# WORK TO BE COMPLETED
Copy every line that holds the string "image" from the data below.

--- DATA SHOWN Enclosed Below ---

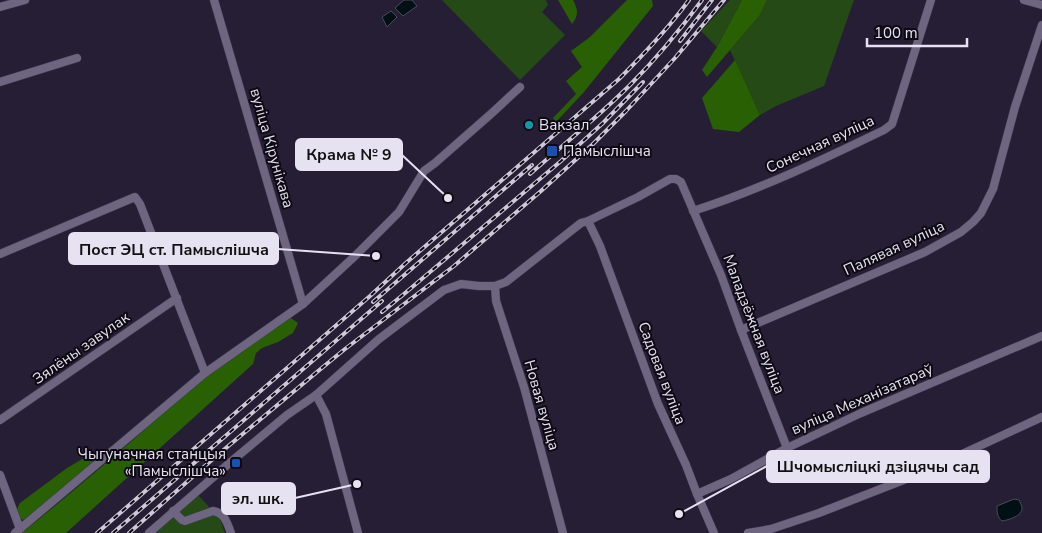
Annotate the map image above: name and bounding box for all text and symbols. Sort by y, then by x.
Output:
scale bar [867,15,967,47]
text: 100 m [874,23,918,43]
street label: вуліца Кірунікава [245,86,299,210]
street label: Сонечная вуліца [763,110,877,178]
place label: Вакзал [539,115,589,135]
marker: Вакзал [523,119,535,131]
callout: Крама № 9 [296,139,402,170]
place label: Памыслішча [563,141,651,161]
text: Крама № 9 [306,144,392,166]
marker: Памыслішча [545,144,559,158]
street label: Палявая вуліца [840,216,948,280]
callout: Пост ЭЦ ст. Памыслішча [69,233,278,264]
text: Пост ЭЦ ст. Памыслішча [79,239,269,261]
street label: Маладзёжная вуліца [718,252,790,396]
street label: Зялёны завулак [29,307,133,389]
street label: Садовая вуліца [633,319,691,427]
street label: Новая вуліца [520,358,564,452]
street label: вуліца Механізатараў [788,359,936,439]
place label: Чыгуначная станцыя «Памыслішча» [78,444,226,481]
callout: Шчомысліцкі дзіцячы сад [767,451,989,482]
text: Шчомысліцкі дзіцячы сад [777,456,979,478]
marker: Чыгуначная станцыя «Памыслішча» [230,457,242,469]
callout: эл. шк. [222,483,295,514]
text: эл. шк. [232,488,284,510]

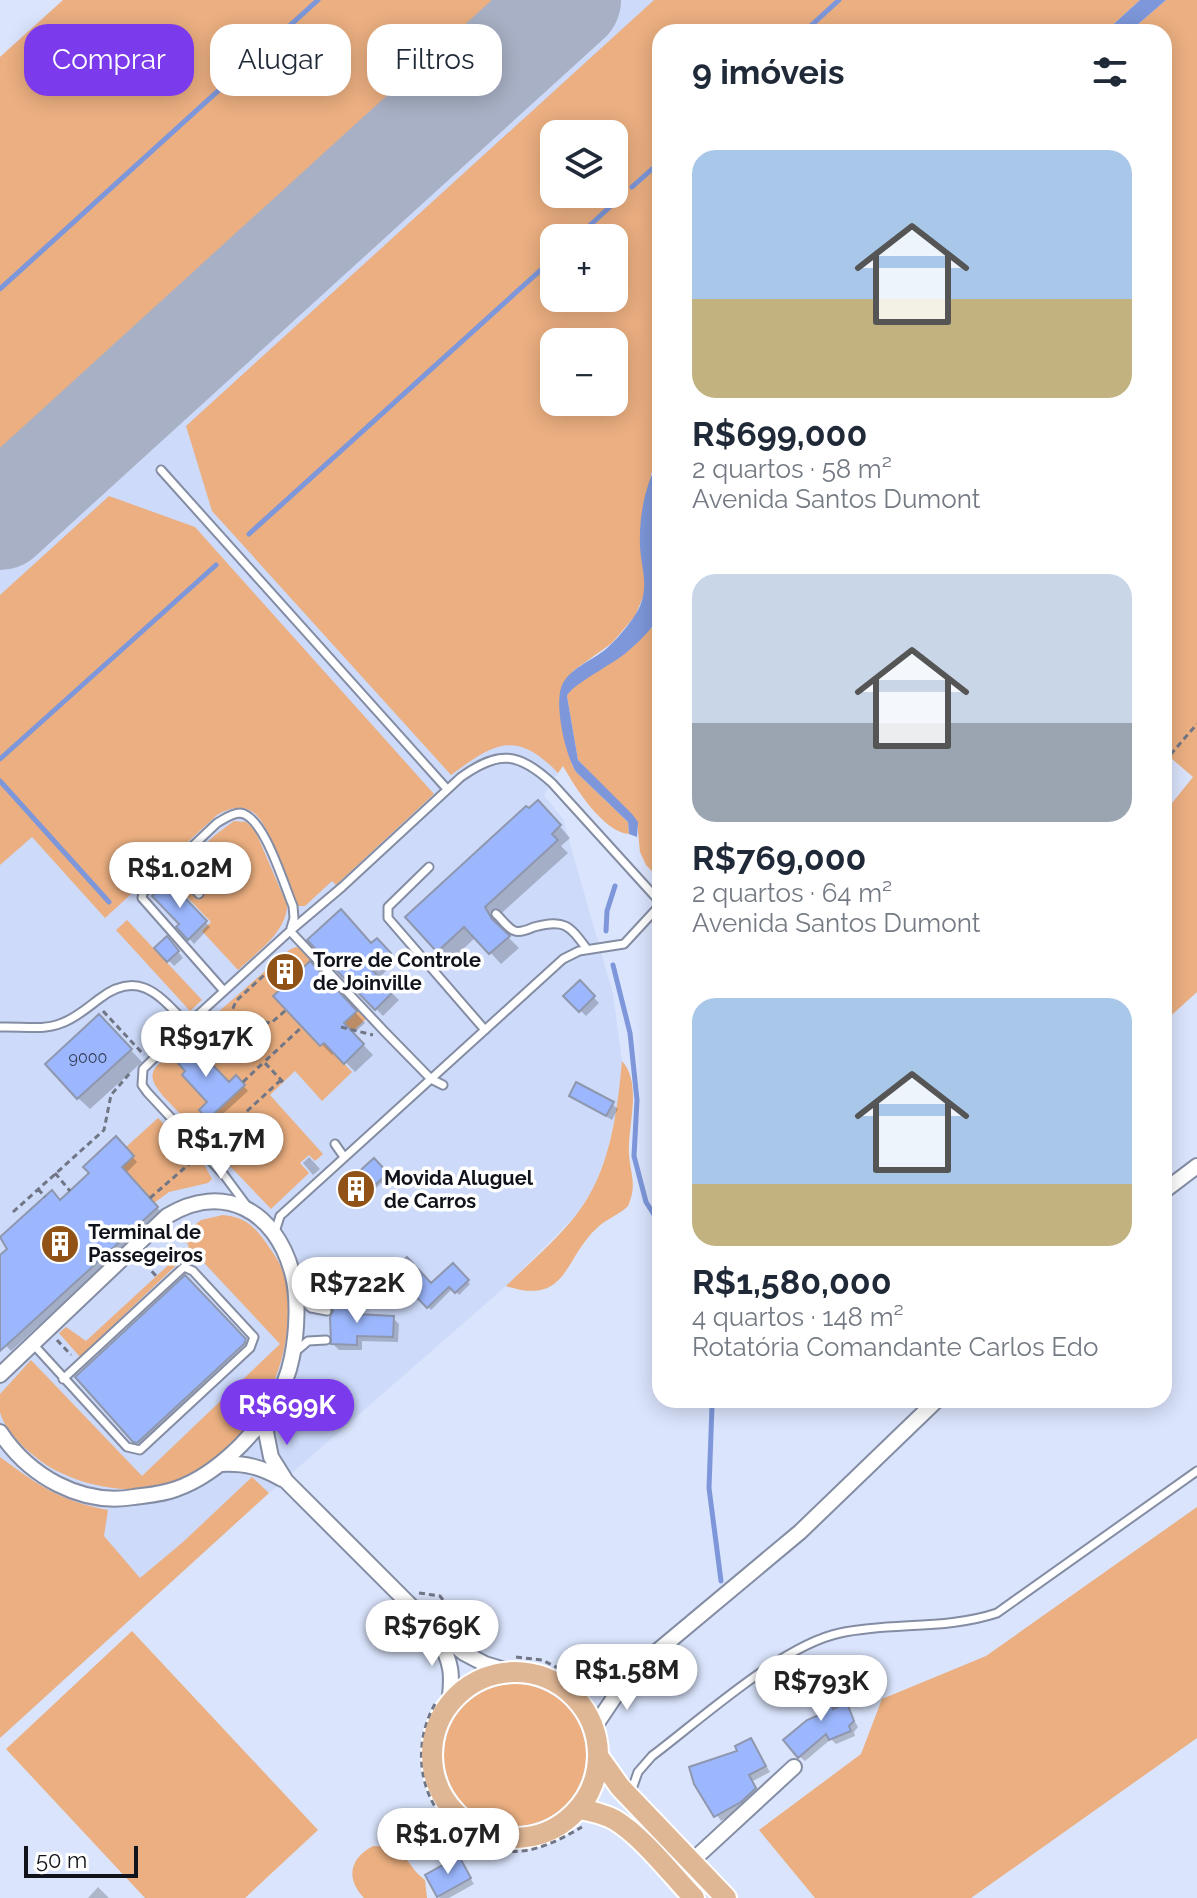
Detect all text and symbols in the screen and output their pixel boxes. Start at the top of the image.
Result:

--- End of Enclosed DATA SHOWN ---

# SOLUTION TO THE EXERCISE
Annotate the map image above: name and bounding box for all text and symbols. Sort by y, then by x.
Detect all text and symbols in the screen and output their pixel boxes. Start at the top of the image.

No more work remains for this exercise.